III – 1. Sendo indispensável para a vinculação da sociedade a reunião da assinatura pessoal dos gerentes e a menção dessa qualidade, ou a de um gerente e um mandatário, e não dispondo o sócio gerente que assinou as livranças, por si só, de poderes para representar a sociedade, pois era necessário demonstrar a qualidade de procurador da outra sócia gerente, concluiu a Relação – como, aliás, a 1ª instância – serem nulas as obrigações da sociedade embargante.

Daí que esta não esteja vinculada ao pagamento dos montantes insertos nas livranças, o que o recorrente aceita, tendo em conta a restrição do seu recurso à responsabilidade do avalista: o embargante CC.

2. Sendo nulas as obrigações garantidas pelo embargante, questiona-se se se manterão as obrigações do avalista.

Dispõe o artigo 32º da Lei Uniforme sobre Letras e Livranças, aplicável às livranças por força do último parágrafo do artigo 77º:
“O dador de aval é responsável da mesma maneira que a pessoa por ele afiançada.
A sua obrigação mantém-se, mesmo no caso de a obrigação que ele garantiu ser nula por qualquer razão que não seja um vício de forma.
Se o dador de aval paga a letra, fica sub-rogado nos direitos emergentes da letra contra a pessoa a favor de quem foi dado o aval e contra os obrigados para com esta em virtude da letra”.

Tudo se resume, pois, a saber se, no caso vertente, estamos perante um vício de forma.

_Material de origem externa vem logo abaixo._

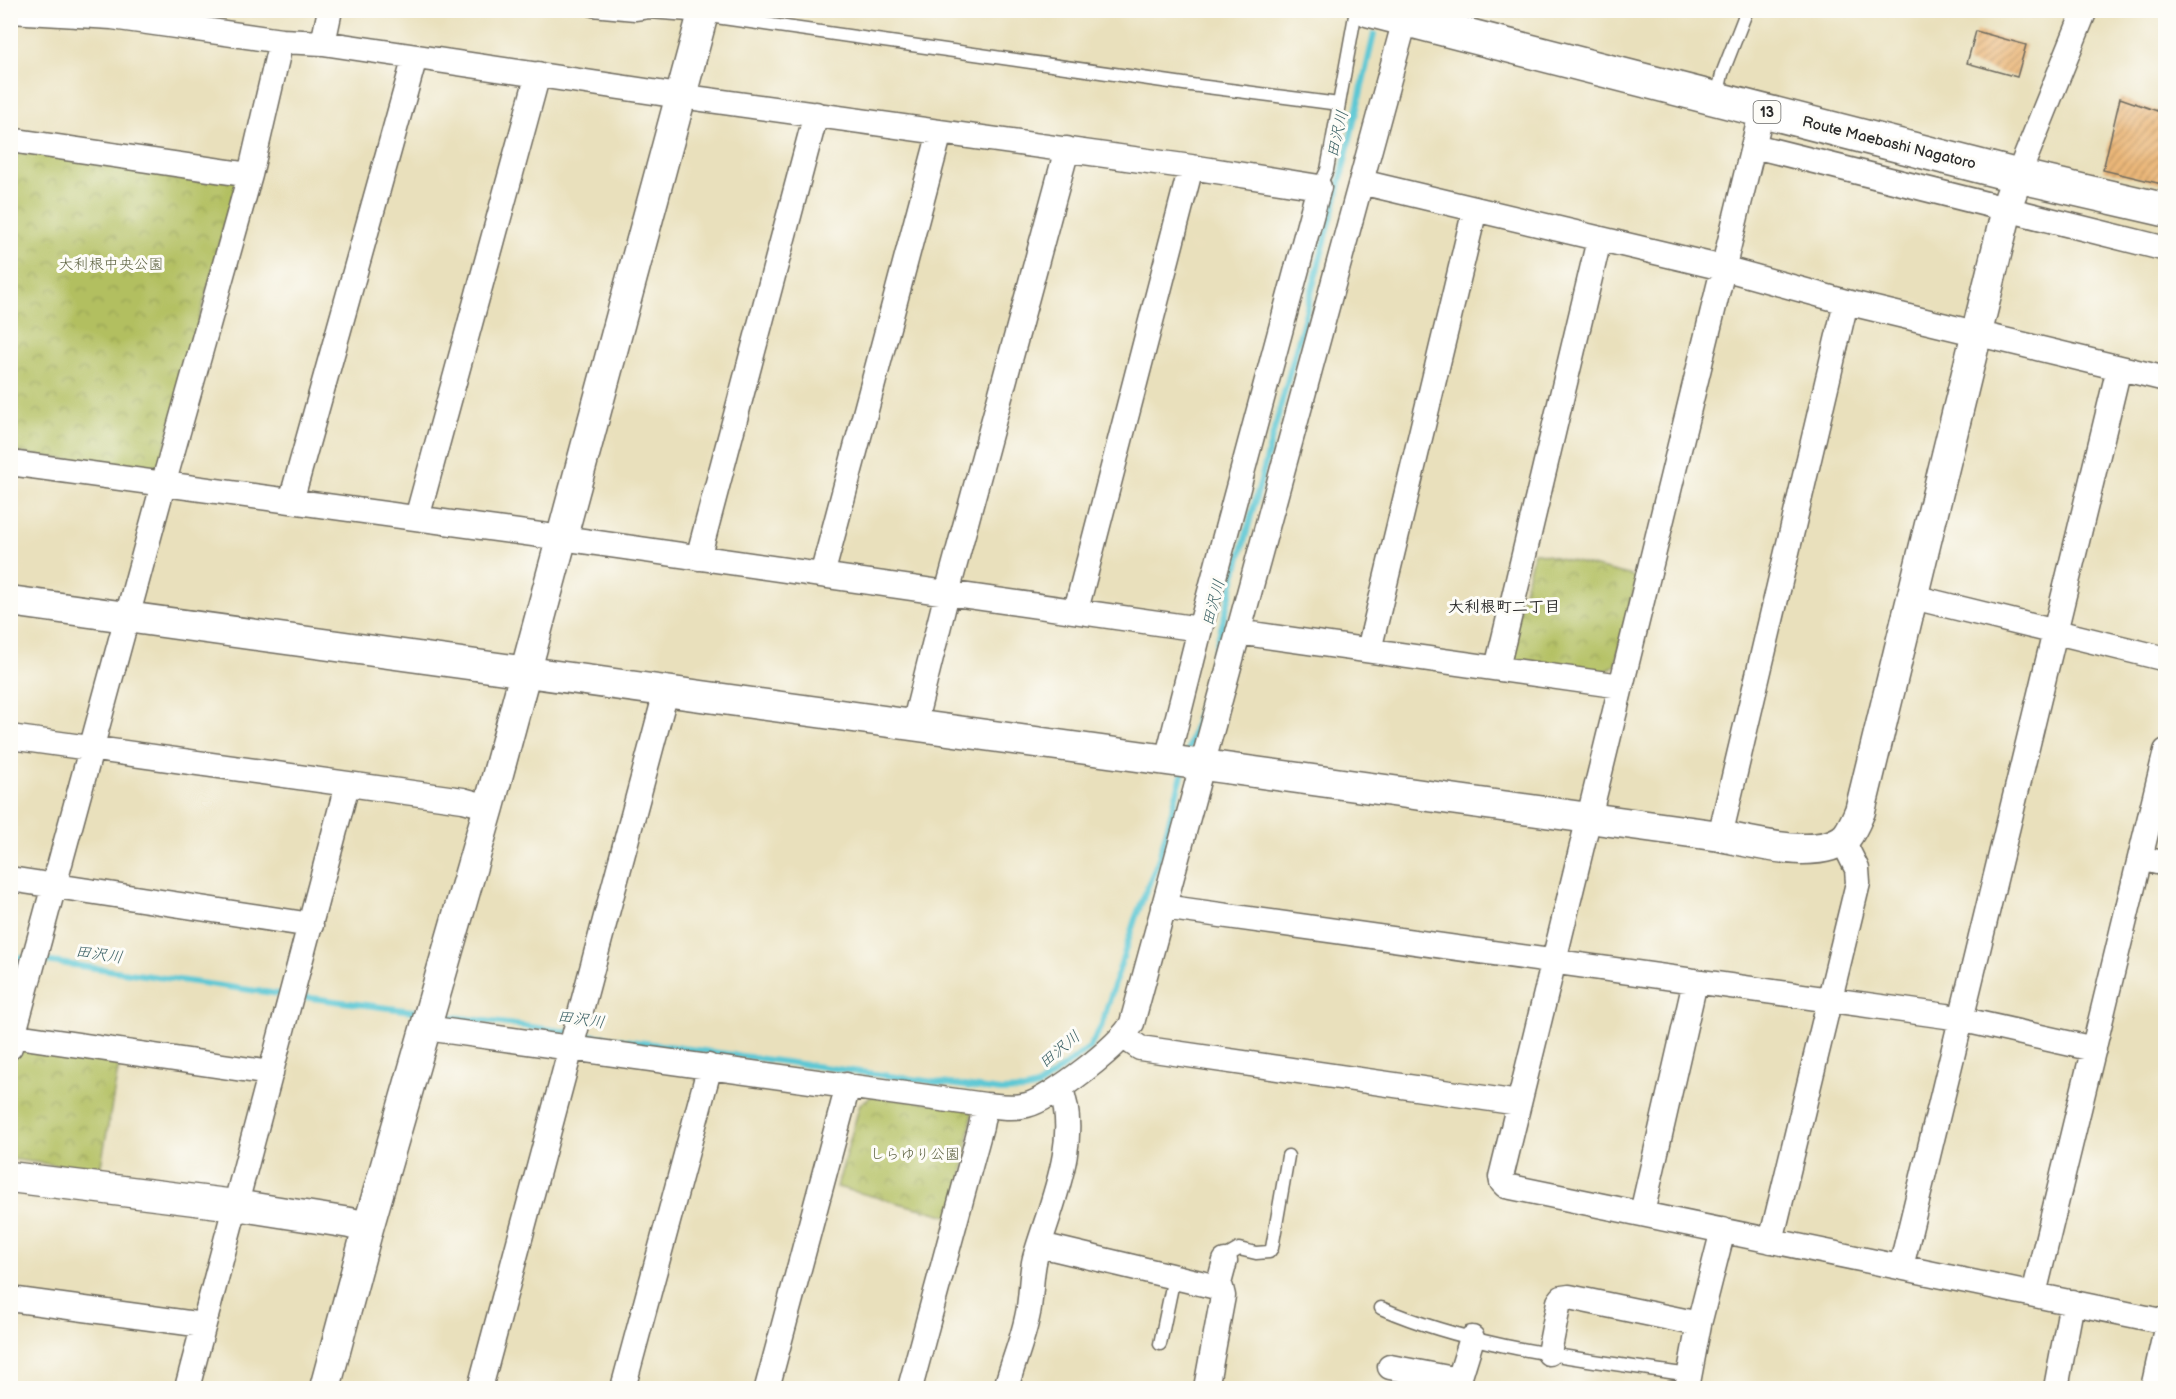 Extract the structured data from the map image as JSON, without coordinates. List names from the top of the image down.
{
  "streets": {
    "main road": ["13", "Route Maebashi Nagatoro"]
  },
  "districts": ["大利根町二丁目"],
  "water": ["田沢川"],
  "parks": ["大利根中央公園", "しらゆり公園"]
} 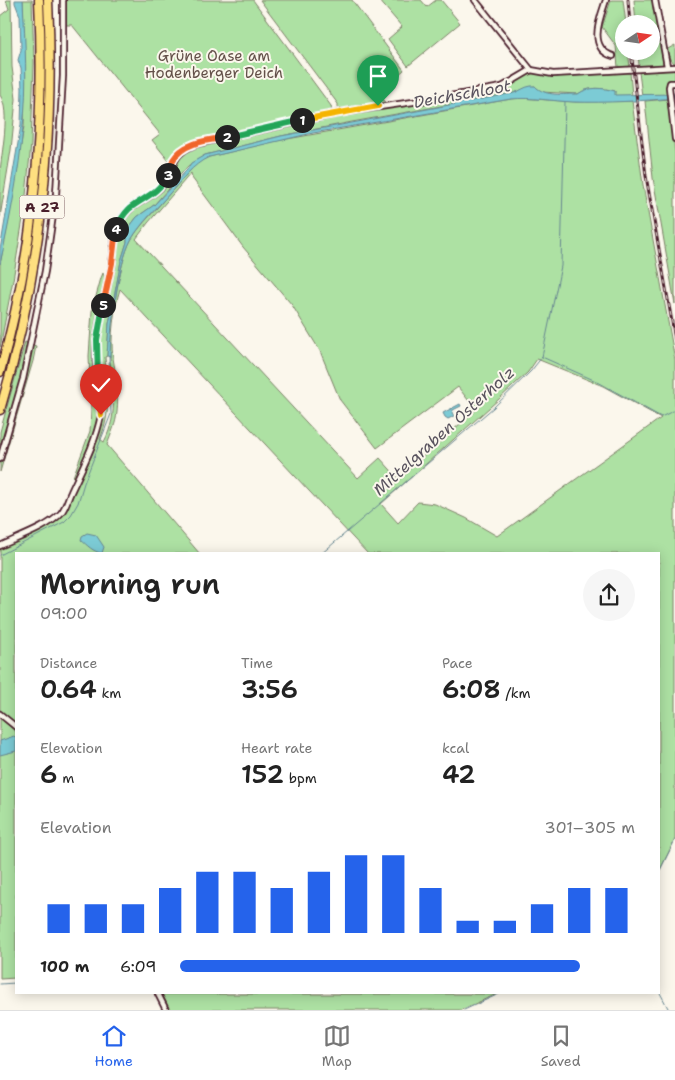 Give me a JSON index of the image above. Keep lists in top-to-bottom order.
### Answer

Vejamos o que se escreveu no acórdão recorrido para se concluir estar-se perante um vício de forma:
“Como se referiu no AC. STJ. de 23-9-2003, in CJ. Acs. do STJ., tomo III, pág. 46, vício de forma é apenas aquele que prejudica a aparência formal do título, designadamente quando as assinaturas dos obrigados cambiários não se encontram apostas nos lugares prescritos na lei, tendo sempre presente que a obrigação cartular se caracteriza pela rigorosa formalidade.
Os vícios de forma são revelados objectivamente pelo próprio título.
Ora, uma mera apreciação dos títulos revelaria que, se não lhe tivesse sido efectuado o acrescento levado a efeito pelo Banco, a mera assinatura do embargante CC não vinculava a sociedade.
A irregularidade formal era patente pela mera análise dos títulos.
As livranças assim apresentadas não corresponderam a uma vontade real dos subscritores neste particular, e o Banco procedeu a aditamentos para os quais não dispunha de autorização.
A inobservância da norma que disciplina a forma externa que há-de revestir o acto de vinculação da sociedade constitui, sem margem para dúvida, vício de forma que determina a nulidade do aceite e, uma vez que, respeitando aos requisitos extrínsecos da validade da obrigação cambiária, se torna perceptível pela simples inspecção do título, preenche indubitavelmente a previsão da parte final do artigo 32, II da Lei Uniforme.
Nos termos dessa disposição, dela material ou substancialmente autónoma, a obrigação do avalista é, todavia, dependente da do avalizado no aspecto formal (cfr. Ac. TRP., de 28-1-93, in http://www.dgsi.pt/jtrp.nsf., citando Pinto Coelho e Ferrer Correia).
Deste modo, sendo nula por vício de forma a obrigação da sociedade, a obrigação do avalista não persiste (cfr. art. 32º da LU.).
Neste sentido, nomeadamente, Acs. RP. de 11-5-2000, 26-9-96, 27-1-97”.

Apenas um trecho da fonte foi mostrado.